This thread will discuss different methods of decal creation that I have experimented with while making various DLRR models. This is only my experience and I would welcome anyone’s comments or differing experience. The topics will be:
1) Original art creation
2) Paper Decals
3) Wet applied decals: commercial or homemade
4) Dry transfer decals (DecalPro method)
5) Silk Screening
6) Off set printing
7) Vinyl stickersOriginal Art
To start with, I am not a graphic artist and not familiar with the programs that should be used to create this art. Programs such as Corel Draw or Adobe Illustrator would be the ones that most people would use. I am familiar with CADD and so that is what I will show here. The approach would be similar no matter what you use.
I start with a scan of the locomotive from Steve’s book. This I enlarge to the size that I wish to model. This is a relative process. I have used the height of the cab as my reference in the past setting the height of the cab in the scanned image to the height of the model that I am kit bashing. This way the engine will look proportionate to the rolling stock. You could use the size of the drivers or any element of the original model that you wish to keep.
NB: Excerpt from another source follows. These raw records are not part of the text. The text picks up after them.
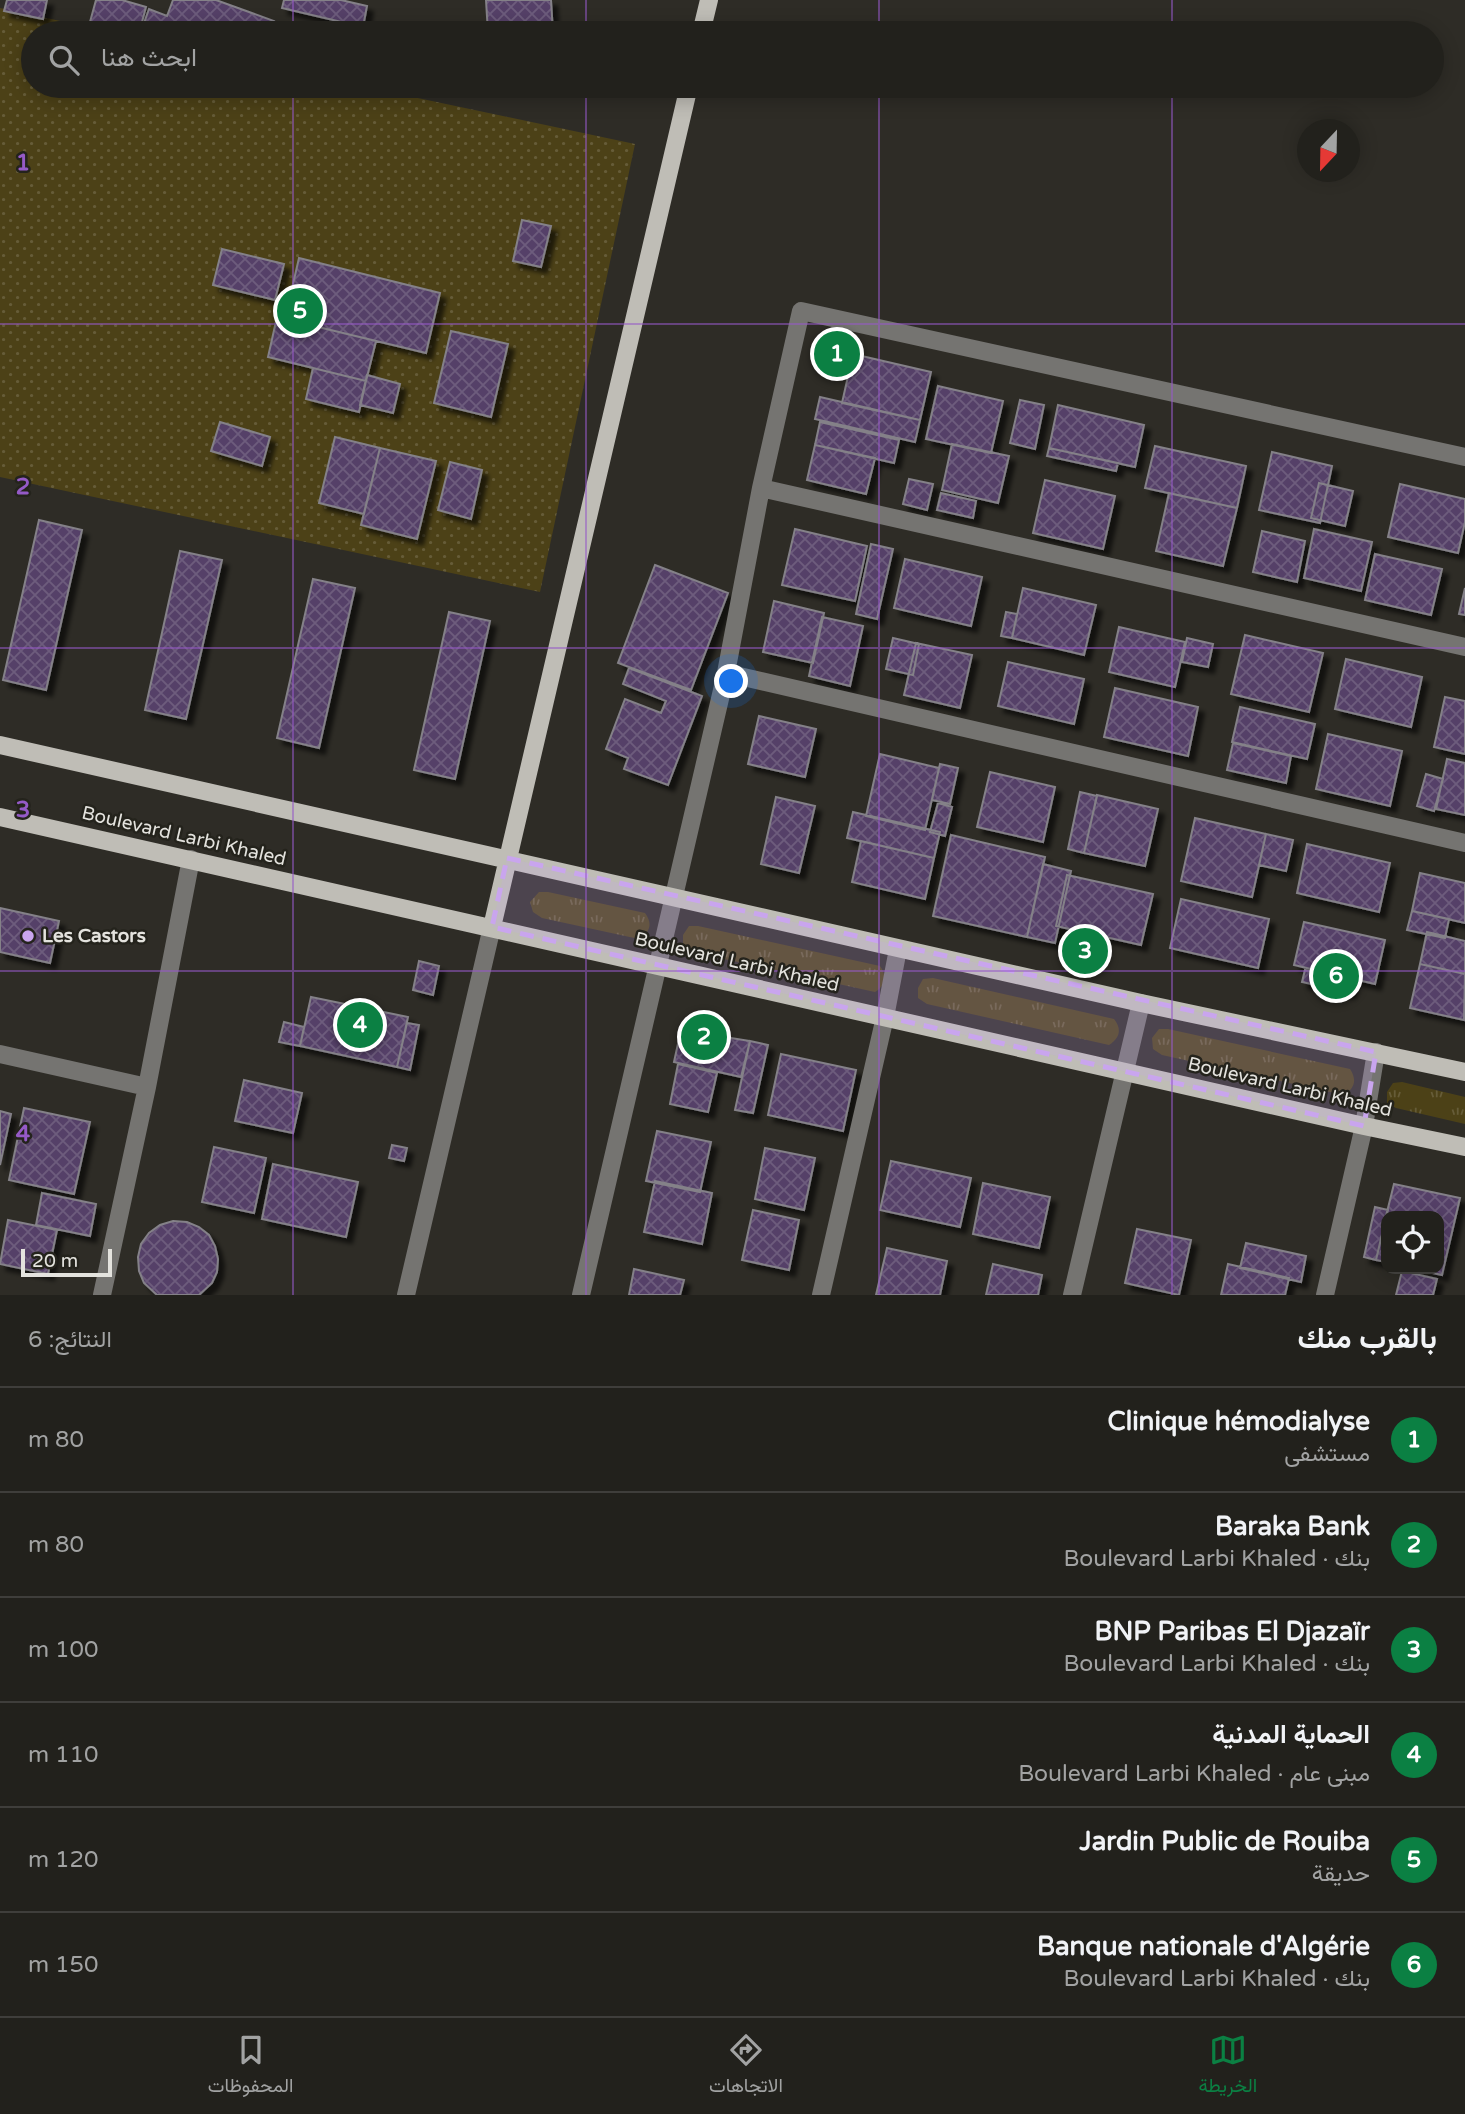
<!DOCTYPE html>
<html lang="ar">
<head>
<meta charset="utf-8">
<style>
  :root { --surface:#22211c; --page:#2e2e29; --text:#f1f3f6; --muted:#a2a3a3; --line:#3f3e3b; --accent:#0b8043 }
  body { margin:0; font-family:"Varela Round",Vazirmatn,sans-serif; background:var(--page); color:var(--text); direction:rtl }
  .controls { position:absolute; right:21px; bottom:21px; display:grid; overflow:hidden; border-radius:14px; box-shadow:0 4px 18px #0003 }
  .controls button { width:63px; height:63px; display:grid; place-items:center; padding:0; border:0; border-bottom:2px solid var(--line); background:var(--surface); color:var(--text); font:35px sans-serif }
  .compass { position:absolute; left:1297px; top:119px; width:63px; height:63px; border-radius:50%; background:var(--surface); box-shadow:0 4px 18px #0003; rotate:202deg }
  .scale { position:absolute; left:21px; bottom:18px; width:91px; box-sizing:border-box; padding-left:7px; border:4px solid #e4e3de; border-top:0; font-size:19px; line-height:24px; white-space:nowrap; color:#e4e3de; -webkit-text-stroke:5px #24231c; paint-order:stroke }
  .you { position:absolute; left:732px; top:682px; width:24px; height:24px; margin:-18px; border:5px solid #fff; border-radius:50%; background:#1a73e8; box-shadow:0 0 0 10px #1a73e833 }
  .badge { display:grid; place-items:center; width:46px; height:46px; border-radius:50%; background:var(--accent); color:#fff; font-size:23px; font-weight:700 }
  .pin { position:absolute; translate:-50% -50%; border:4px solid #fff; box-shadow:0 2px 7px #0006 }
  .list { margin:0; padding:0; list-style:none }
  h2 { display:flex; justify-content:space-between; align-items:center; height:91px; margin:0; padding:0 28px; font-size:30px }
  h2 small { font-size:23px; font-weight:400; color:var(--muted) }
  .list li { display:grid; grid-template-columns:46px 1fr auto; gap:21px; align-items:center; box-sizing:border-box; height:105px; padding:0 28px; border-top:2px solid var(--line) }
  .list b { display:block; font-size:26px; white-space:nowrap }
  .list p { margin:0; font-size:23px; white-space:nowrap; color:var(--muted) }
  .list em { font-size:23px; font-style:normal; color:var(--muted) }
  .icon { flex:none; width:38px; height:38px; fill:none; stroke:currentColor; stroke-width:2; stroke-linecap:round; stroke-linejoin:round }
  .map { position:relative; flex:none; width:1465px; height:1295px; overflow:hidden; direction:ltr }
  .search { position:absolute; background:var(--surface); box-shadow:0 4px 18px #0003; left:21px; right:21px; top:21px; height:77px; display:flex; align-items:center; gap:18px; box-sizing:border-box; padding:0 24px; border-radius:38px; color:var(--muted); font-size:26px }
  .sheet { height:721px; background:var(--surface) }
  nav { display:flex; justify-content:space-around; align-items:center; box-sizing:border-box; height:98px; border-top:2px solid var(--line); background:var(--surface); font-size:19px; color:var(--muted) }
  nav a { display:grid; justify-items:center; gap:4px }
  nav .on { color:var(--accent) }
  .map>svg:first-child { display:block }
  .grass { fill:url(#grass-tufts) }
  .garden { fill:url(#garden-dots) }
  .building { fill:url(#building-cross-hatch); stroke:#848188; stroke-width:2; filter:url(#shadow) }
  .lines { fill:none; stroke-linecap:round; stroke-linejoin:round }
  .minor { stroke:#757471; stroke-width:18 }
  .major { stroke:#bfbdb6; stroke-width:18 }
  .marked { fill:#c9a5ee; fill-opacity:0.2; stroke:#c9a5ee; stroke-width:5; stroke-dasharray:14 9; stroke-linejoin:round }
  .grid { fill:none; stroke:#955ac7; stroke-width:2; stroke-opacity:0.55 }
  .poi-dot { fill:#c9a5ee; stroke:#24231c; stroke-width:2.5 }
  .labels { text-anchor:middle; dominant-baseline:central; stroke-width:5; stroke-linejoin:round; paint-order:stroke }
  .street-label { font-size:19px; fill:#e4e3de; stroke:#24231c }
  .poi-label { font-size:19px; font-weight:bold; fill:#e4e3de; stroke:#24231c; text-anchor:start }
  .grid-label { font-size:23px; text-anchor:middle; font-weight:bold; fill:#955ac7; stroke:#24231c; stroke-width:5; stroke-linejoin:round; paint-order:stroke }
</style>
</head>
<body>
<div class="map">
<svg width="1465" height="1295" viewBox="0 0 1465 1295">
  <defs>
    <pattern id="grass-tufts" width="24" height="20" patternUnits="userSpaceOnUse" patternTransform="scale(1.75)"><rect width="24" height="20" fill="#4c4117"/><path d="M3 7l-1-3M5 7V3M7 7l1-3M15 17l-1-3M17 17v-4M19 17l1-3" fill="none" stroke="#665c38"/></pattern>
    <pattern id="garden-dots" width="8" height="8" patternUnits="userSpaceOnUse" patternTransform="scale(1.75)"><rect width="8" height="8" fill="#4c4117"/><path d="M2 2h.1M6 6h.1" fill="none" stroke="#665c38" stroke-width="1.8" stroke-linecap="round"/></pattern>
    <pattern id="building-cross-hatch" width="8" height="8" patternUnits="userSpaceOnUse" patternTransform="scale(1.75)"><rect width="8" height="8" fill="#554168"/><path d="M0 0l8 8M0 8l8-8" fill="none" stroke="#6d5c7d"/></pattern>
    <filter id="shadow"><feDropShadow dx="6" dy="6" stdDeviation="2" flood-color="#0009"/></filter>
  </defs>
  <rect width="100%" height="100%" fill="#2e2c26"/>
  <path class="grass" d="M539,892H548L645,913C653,924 650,932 639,939L542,918L533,912L530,902Z
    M689,926H698L880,966C887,976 886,985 875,992L692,952L683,946V935Z
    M933,978L1114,1019C1122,1029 1120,1038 1109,1045L927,1004L918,998V988L923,979Z
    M1159,1029H1168L1350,1069C1357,1080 1355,1088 1344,1095L1162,1055L1153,1049L1152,1038Z
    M1402,1082L1465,1097V1124L1396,1108L1387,1103V1092L1393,1083Z"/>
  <path class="garden" d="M0,8L116,33H33V86H361L635,144L540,592L0,477Z"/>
  <path class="building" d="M7,0H47L43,19L4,11Z
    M96,0H122L146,7L139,33H87Z
    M173,0H216L274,21L270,33H153L142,29L149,9L167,16Z
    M284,0H341L367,6L363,27L282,8Z
    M486,0H551L553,33H488Z
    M274,28L297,33H272Z
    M522,220L551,226L541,267L513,261Z
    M222,249L284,264L275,300L213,285Z
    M299,258L440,293L426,353L285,319Z
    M277,317L376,341L366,381L268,357Z
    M451,331L508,344L491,417L434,403Z
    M853,354L931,372L920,420L842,403Z
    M313,368L366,381L359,412L306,399Z
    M367,375L400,384L393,413L360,405Z
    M938,386L1003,401L991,453L926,439Z
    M820,397L920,420L915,442L815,419Z
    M1020,400L1044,405L1035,449L1010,443Z
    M1058,405L1144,425L1135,467L1049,448Z
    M220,422L270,437L262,466L211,451Z
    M820,422L899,440L894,463L815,445Z
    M335,437L380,448L364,514L319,503Z
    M952,444L1009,456L998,503L942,490Z
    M815,445L875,458L866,494L807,480Z
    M1155,446L1246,466L1237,508L1145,488Z
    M380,448L436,461L417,539L361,525Z
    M1049,448L1118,463L1116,471L1047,456Z
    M1272,452L1332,466L1320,523L1259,510Z
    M450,462L482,470L471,519L438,510Z
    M909,479L933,484L927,510L903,504Z
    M1045,480L1115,496L1103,549L1033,533Z
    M1319,483L1353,491L1345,526L1311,518Z
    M1400,484L1465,499V522L1458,553L1388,537Z
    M941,493L976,501L973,518L937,510Z
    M1169,493L1237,508L1223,566L1156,551Z
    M39,520L82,530L46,690L3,680Z
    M795,529L867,546L855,601L782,585Z
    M1314,529L1372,542L1361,591L1304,578Z
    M1262,531L1305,541L1297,582L1253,572Z
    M871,544L893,549L877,619L856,614Z
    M180,551L222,560L186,719L145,710Z
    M1375,554L1442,569L1431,615L1365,600Z
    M905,559L982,577L971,626L894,608Z
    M655,565L728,593L691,690L618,663Z
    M313,579L355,588L319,748L277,738Z
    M1023,588L1096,605L1084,655L1012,638Z
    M1465,588V615L1459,614Z
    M774,601L824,613L813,663L763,652Z
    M449,612L490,621L455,779L414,770Z
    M1006,612L1017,614L1012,638L1001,636Z
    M822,617L863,626L850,686L809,676Z
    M1119,627L1185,642L1175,687L1109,672Z
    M1245,635L1323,653L1309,712L1231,694Z
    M893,638L919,644L913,675L886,669Z
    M1187,638L1213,644L1208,667L1182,662Z
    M916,643L972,655L960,708L904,695Z
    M1346,659L1422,677L1411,727L1335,709Z
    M1008,662L1084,679L1074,724L998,706Z
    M629,668L702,696L668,785L624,769L628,758L606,749L625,699L661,713L666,701L623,684Z
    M1115,688L1198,707L1188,756L1104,737Z
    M1445,697L1465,701V754L1434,747Z
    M1240,707L1315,724L1307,759L1232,742Z
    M759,716L816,729L805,777L748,764Z
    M1328,734L1402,751L1390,806L1316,789Z
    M1233,743L1291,756L1286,783L1227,770Z
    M880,754L939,768L925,830L866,816Z
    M1447,759L1465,763V815L1436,809Z
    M940,764L958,768L950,804L932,800Z
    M990,772L1055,787L1043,842L977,827Z
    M1426,774L1443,779L1434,811L1417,806Z
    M1080,792L1097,796L1084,853L1068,849Z
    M1097,795L1158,809L1145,866L1084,853Z
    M776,797L815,806L799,873L761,864Z
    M938,803L952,807L945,836L930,832Z
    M853,812L940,832L934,858L847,838Z
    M1195,818L1266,834L1252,897L1181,881Z
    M1266,834L1293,840L1286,871L1259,865Z
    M951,835L1045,857L1027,937L933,916Z
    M861,841L934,858L925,899L852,882Z
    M1307,844L1390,863L1379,912L1297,893Z
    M1043,864L1071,871L1055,943L1027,937Z
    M1420,873L1465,883V923L1412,911Z
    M1067,875L1153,894L1141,945L1056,926Z
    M1181,899L1269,919L1258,968L1170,948Z
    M0,908L59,921L50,963L0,952Z
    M1412,911L1449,919L1445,938L1407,930Z
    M1304,922L1385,940L1375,984L1294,965Z
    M1427,932L1465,941V974L1420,964Z
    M419,961L439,966L433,995L413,990Z
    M1420,964L1465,974L1464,1020L1410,1008Z
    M1305,970L1352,981L1349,992L1302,982Z
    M311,997L408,1017L397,1067L300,1046Z
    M284,1022L304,1027L300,1046L279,1042Z
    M407,1023L419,1025L410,1070L397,1067Z
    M681,1030L750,1041L741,1077L674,1062Z
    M750,1041L768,1045L753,1113L735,1110Z
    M781,1054L856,1070L843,1131L768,1115Z
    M678,1064L717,1073L708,1112L670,1104Z
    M244,1080L302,1093L293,1133L235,1121Z
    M24,1108L90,1122L74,1194L9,1180Z
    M0,1111L11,1114L0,1165Z
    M657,1131L711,1142L700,1192L646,1181Z
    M392,1145L407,1148L404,1161L389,1158Z
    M214,1147L266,1158L254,1213L202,1202Z
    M765,1148L815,1158L804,1210L755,1199Z
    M891,1161L971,1178L960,1227L880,1210Z
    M273,1164L358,1182L346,1237L262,1219Z
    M655,1181L712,1193L702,1244L644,1232Z
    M983,1183L1050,1197L1039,1248L973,1234Z
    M1394,1184L1460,1198L1442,1275L1414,1269H1439V1216H1386Z
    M42,1193L96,1204L90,1236L36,1225Z
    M1375,1207L1388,1210L1376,1260L1364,1257Z
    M753,1210L799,1220L789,1270L742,1260Z
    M1386,1217V1262L1376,1260Z
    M8,1220L57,1230L48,1274L0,1264Z
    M173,1221L187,1222L199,1227L209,1235L215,1246L218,1259L217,1272L212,1283L199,1295H157L144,1283L139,1271L138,1257L141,1244L149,1233L160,1225Z
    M1137,1229L1191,1240L1179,1295L1125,1283Z
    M1246,1243L1306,1256L1301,1282L1240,1268Z
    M887,1248L947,1261L940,1295H876Z
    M993,1264L1042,1275L1038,1295H986Z
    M1228,1264L1289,1278L1285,1295H1221Z
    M634,1269L684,1280L680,1295H629Z
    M1402,1271L1437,1279L1433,1295H1396Z"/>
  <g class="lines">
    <path class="minor" d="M761,488L1465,647
      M726,673L1465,843
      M0,1054L147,1087
      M102,1295L147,1087L191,859
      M406,1295L492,927
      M581,1295L726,673L761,488L801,311L1465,457
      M821,1295L885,1017L898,949
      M1072,1295L1141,1003
      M1325,1295L1364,1126L1376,1052"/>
    <path class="major" d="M701,33L709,0
      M0,745L1141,1003L1465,1072
      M0,817L1364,1126L1465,1147
      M492,927L689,86"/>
  </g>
  <path class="marked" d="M507,858L1376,1052L1364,1126L492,927Z"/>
  <path class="grid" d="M293,0V33M586,0V33M879,0V33M1172,0V33M293,86V1295M586,86V1295M879,86V1295M1172,86V1295M0,324H1465M0,648H1465M0,971H1465"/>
  <circle class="poi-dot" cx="28" cy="936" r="7"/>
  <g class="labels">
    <g class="street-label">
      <text transform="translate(184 836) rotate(13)">Boulevard Larbi Khaled</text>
      <text transform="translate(737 962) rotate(13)">Boulevard Larbi Khaled</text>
      <text transform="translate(1290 1087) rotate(13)">Boulevard Larbi Khaled</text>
    </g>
    <g class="poi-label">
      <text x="42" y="936">Les Castors</text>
    </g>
  </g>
  <g class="grid-label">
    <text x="23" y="170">1</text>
    <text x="23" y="494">2</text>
    <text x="23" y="817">3</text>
    <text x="23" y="1141">4</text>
  </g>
</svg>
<div class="controls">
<button><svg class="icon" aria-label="locate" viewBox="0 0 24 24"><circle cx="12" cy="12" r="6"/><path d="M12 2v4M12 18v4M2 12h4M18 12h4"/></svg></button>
</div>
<svg class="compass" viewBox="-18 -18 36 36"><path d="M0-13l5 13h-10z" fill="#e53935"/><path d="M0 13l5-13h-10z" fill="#a2a3a3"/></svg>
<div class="scale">20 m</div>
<div class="you"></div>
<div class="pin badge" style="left:837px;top:354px">1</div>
<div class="pin badge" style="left:704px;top:1037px">2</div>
<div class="pin badge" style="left:1085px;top:951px">3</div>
<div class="pin badge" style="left:360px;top:1025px">4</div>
<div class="pin badge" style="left:300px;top:311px">5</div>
<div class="pin badge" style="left:1336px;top:976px">6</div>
<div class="search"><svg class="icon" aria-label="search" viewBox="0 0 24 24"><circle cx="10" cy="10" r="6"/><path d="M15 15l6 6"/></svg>ابحث هنا</div>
</div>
<section class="sheet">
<h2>بالقرب منك<small>النتائج: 6</small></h2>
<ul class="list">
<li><span class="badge">1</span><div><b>Clinique hémodialyse</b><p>مستشفى</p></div><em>80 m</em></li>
<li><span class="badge">2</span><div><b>Baraka Bank</b><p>بنك · Boulevard Larbi Khaled</p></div><em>80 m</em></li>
<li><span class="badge">3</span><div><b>BNP Paribas El Djazaïr</b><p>بنك · Boulevard Larbi Khaled</p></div><em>100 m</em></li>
<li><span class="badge">4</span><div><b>الحماية المدنية</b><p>مبنى عام · Boulevard Larbi Khaled</p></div><em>110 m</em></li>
<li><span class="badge">5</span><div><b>Jardin Public de Rouiba</b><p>حديقة</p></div><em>120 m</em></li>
<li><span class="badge">6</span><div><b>Banque nationale d'Algérie</b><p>بنك · Boulevard Larbi Khaled</p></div><em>150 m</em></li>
</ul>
</section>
<nav>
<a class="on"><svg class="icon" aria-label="map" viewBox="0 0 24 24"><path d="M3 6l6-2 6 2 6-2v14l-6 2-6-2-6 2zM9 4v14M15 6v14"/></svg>الخريطة</a>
<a><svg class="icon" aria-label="directions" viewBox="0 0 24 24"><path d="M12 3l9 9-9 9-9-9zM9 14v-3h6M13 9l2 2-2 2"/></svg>الاتجاهات</a>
<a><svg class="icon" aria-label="saved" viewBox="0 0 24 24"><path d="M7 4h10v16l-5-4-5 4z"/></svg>المحفوظات</a>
</nav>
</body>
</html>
Next I import a photographic image that will be used as a basis for the artwork. The image is enlarged to the point that it would fit on the scanned image of the engine. If the photograph was taken straight on and there is not much “warping” of the image, it might be possible to trace as is. Often some correction has to be made to keep lines straight and arcs symmetrical. Now starts the laborious job of tracing the image line by line and arc by arc to create the artwork. Since all of the Disney fonts are custom, lettering is also traced as lines and arcs. If I can find a close font, I will use it.
I draw each color in a separate layer so that I can adjust them more easily and so that I can turn off the background color if I need to.
When the artwork is printable, always print it out and test it for size and color directly on your model. It is no fun to create great looking art that turns out not to fit properly on the model.
Once the artwork is created, you can simply print it on paper and apply it to the model if it seems appropriate. This obviously will not make a durable model and it will not be shiny, but if those issues are not important, this may be fine. It is fast and easy and resolution is always good if you have a quality printer. It helps if your model has natural places for the paper edges to die into. This Big Thunder #4 locomotive was done this way.
Wet decals are the type that most people are familiar with. The image is printed on a clear film that is adhered to a paper backing. When the backing has water applied to it, the image may be slid off the paper and onto the model. I was introduced to a company that will create custom decals for you. He can produce the artwork or you can provide it. If you have them create the artwork, it will probably not be as carefully done as you might do yourself and could become quite pricy if you are a stickler for detail. My experience was that the decals I received looked like they were printed on a low resolution dot-matrix printer. I know that the provider of the decals thought that the quality was quite high. Maybe this could be a limitation of the method of making these one-off decals. A frequenter of this site has produced wet decals at home with good quality at a low price. He may want to chime in with his technique. Here is the nameplate on the Gurley utilizing a wet applied decal that is 1 ¾” long. You can see that the resolution is not fine. For many applications, this could be the way to go, but for this instance, I will look for another method.